A post hoc analysis examined the efficacy of liraglutide in Latino/Hispanic T2D individuals based on four phase Ш trials[46]. It was shown that Latino/Hispanic patients treated with liraglutide achieved significant HbA1c reductions versus the comparators of glimepiride, placebo, and sitagliptin respectively. In addition, 1.8 mg liraglutide caused a significant reduction in weight compared with glimepiride or sitagliptin. The baseline BMIs of subjects in the four trials were categorized into overweight and obesity. However, it did not investigate whether the differences in HbA1c and weight reductions were attributable to BMI variation. Further studies are needed to understand the effect of GLP-1RAs in other ethnic populations.

Based on the published patient profiles, our work is the first systematic review of RCTs to assess whether GLP-1RAs have different glucose-lowering efficacies and weight-loss effects in Asian T2D patients with varied BMI categories. The majority of the included studies had adequate randomization and accounted for the intention-to-treat population in their results. Moreover, all of the included trials had sufficient exposure durations to retrieve glucose changes of clinical significance. However, several limitations to this meta-analysis need to be addressed. First, the racial heritages of the individuals in normal BMI studies were all Japanese. We used the same search term and strategy to identify relevant trials published in Chinese. However, all of the Chinese reports were found to only involve overweight/obese T2D patients (data not shown). With the combination of screened trials described in English, it was revealed that GLP-1RAs were much more prone to be applied for treatment of overweight/obese T2D patients than for non-obese T2D patients. Second, among the several GLP-1RAs in clinical use, only exenatide, liraglutide and lixisenatide were included in our meta-analysis. This was because other GLP-1 analogues, such as dulaglutide and loxenatide, were only used in overweight/obese BMI trials. Third, the studies included in the meta-analysis displayed a potential publication bias. We searched the literatures in various databases to collect as many relevant trials as possible. Although we narrowed down our inclusion criteria to only accept reports published in English, which may have improved quality, studies with optimistic results were still more favored for publication than those with negative findings. Fourth, intertrial heterogeneity existed across the studies on HbA1c change. A sensitivity analysis and trim-and-fill procedure was performed to verify that the results were robust and reliable. In addition, it was shown that the factors of diabetes duration, sex percentage, study sample size, studies with significant results, and comparisons between GLP-1RAs and placebo could clarify the sources of the heterogeneity.

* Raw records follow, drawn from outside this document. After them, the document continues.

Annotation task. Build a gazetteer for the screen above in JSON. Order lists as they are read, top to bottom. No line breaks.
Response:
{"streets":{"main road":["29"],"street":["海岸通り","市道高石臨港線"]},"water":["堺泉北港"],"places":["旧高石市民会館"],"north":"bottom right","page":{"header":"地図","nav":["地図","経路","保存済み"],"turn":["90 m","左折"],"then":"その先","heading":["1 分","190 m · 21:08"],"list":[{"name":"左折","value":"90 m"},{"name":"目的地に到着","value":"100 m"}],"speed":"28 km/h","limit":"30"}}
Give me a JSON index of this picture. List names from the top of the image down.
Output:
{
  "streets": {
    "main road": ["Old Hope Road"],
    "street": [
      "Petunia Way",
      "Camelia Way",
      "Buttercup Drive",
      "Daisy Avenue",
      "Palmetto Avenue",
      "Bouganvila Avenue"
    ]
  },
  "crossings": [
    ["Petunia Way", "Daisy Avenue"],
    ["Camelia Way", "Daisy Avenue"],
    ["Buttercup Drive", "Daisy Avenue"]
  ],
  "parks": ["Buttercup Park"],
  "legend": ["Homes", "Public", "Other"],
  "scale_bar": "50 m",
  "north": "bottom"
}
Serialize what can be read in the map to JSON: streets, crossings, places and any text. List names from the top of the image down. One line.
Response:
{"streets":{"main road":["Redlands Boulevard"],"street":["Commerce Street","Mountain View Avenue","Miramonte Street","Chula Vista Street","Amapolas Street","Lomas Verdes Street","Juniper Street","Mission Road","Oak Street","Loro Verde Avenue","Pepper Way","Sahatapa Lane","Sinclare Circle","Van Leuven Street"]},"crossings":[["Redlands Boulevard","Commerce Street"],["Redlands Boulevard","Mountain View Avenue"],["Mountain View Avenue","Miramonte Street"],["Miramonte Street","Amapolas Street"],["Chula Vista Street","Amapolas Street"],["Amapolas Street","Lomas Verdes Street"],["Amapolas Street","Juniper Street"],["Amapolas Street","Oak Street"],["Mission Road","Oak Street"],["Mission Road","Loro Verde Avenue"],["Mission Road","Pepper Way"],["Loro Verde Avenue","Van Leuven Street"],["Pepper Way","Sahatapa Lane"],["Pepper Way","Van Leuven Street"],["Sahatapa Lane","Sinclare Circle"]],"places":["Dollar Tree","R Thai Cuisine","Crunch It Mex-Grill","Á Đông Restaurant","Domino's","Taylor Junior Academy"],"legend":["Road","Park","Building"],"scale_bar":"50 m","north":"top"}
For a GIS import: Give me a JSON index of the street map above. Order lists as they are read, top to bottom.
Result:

Owing to the weight-loss effect, GLP-1RA treatment is preferred for diabetes patients with overweight/obesity. Our analysis revealed that in Asia, the glucose-lowering efficacies of GLP-1RAs were equivalent in T2D patients with and without overweight/obesity. The HbA1c < 6.5% target goal achievement in the normal BMI patients was superior to that in the overweight/obese patients. Moreover, on account of their stable weight maintenance and hypoglycemia risk advantage, GLP-1 analogues were considered an optimal choice for Asian T2D patients with normal BMI. To investigate whether varied BMI categories can affect the hypoglycemic and weight-loss effects of GLP-1RAs, further studies conducted in different ethnicities are warranted. Overall, our findings can contribute to guidance for rational GLP-1RA usage in Asia,suggesting that GLP-1 analogues are desirable for T2D patients with normal BMI as well as for those with overweight/obesity.